Why am I asking? I’ll motivate with an example in the ‘horrible’ category. This is a a bursting, conductance-based neuron model (i.e. like the Hodgkin-Huxley equations, but more complicated). I’ve attached an image of plot(sol) to show this:
calc
…you can see it’s quite stiff.

In the code below, I calculate the l2 difference between the voltage trace of the nominal solution (i.e. fixed parameters), and that of the parameter-varying solution.

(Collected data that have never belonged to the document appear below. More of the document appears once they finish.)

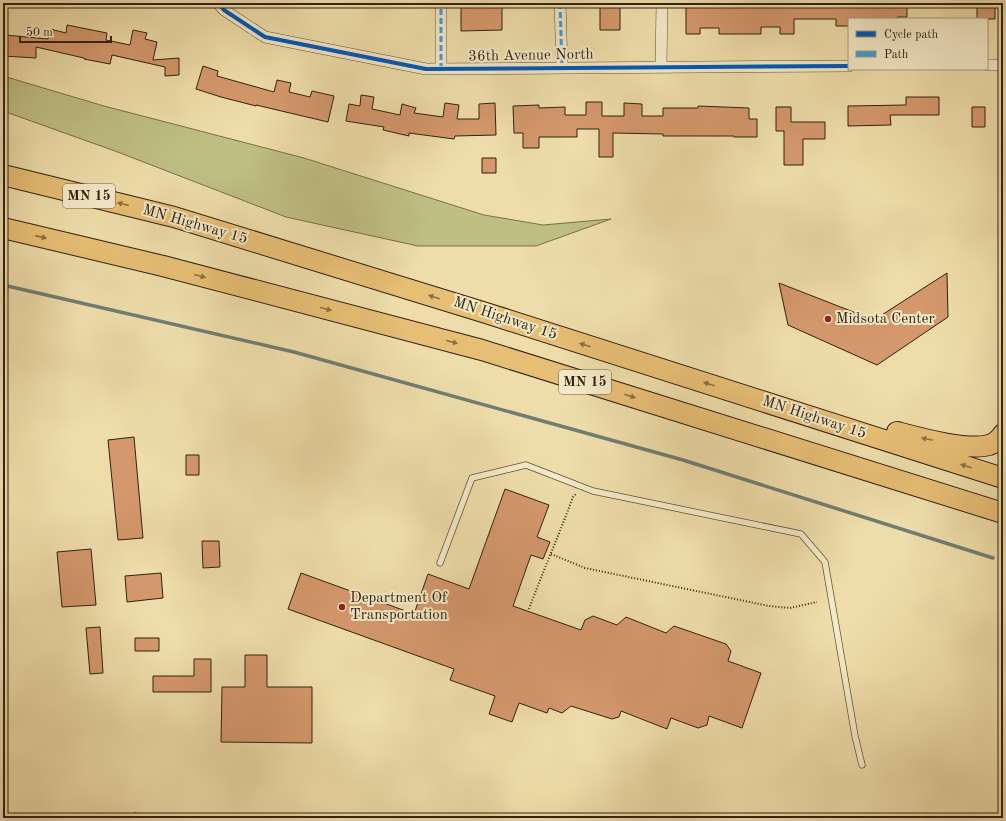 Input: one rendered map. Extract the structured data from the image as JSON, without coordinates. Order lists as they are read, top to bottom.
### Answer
{
  "streets": {
    "highway": ["MN 15", "MN Highway 15"],
    "street": ["36th Avenue North"]
  },
  "places": ["Midsota Center", "Department Of Transportation"],
  "legend": ["Cycle path", "Path"],
  "scale_bar": "50 m"
}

Here, loss(prob.p) is a local minimum, so the true solution is norm(grad)=0. Instead, norm(grad) = 1.45e6.

using Pkg
Pkg.add(url="https://github.com/Dhruva2/MyModelMenagerie.jl.git")
using MyModelMenagerie, OrdinaryDiffEq, ForwardDiff, Trapz

od,ic, tspan, ps = CalciumNeuron(t->0.)
tspan = (0., 500.)
prob = ODEProblem(od,ic,tspan,ps)
sol = solve(prob, Tsit5())
tsteps = sol.t

function sol_at(p)
    pprob = remake(prob, p=p)
    psol = solve(pprob, Tsit5(), saveat=tsteps)
end

function loss(p)
    return sum(abs2, sol_at(p) - sol)
end

grad = ForwardDiff.gradient(loss, prob.p)
using LinearAlgebra
norm(grad)

Thanks! I realise this is quite involved to answer, but at the very least it can serve as a warning to check the accuracy of your AD gradients!

1 Like

This looks like a chaotic problem because of its bursting behavior, correct? Automatic differentiation will diverge on chaotic problems. The tangent space is precisely the accumulation space of AD, and so if you have a positive Lyopunov coefficient it will diverge to infinity exponentially fast (that’s what the coefficient means!)

2 Likes

Hi, useful to know that about chaotic systems, thanks. This is due to diverging trajectories for infinitesimally perturbed initial conditions. I can see how that disrupts gradients wrt initial conditions. Is the same true for gradients wrt parameters of the vector field?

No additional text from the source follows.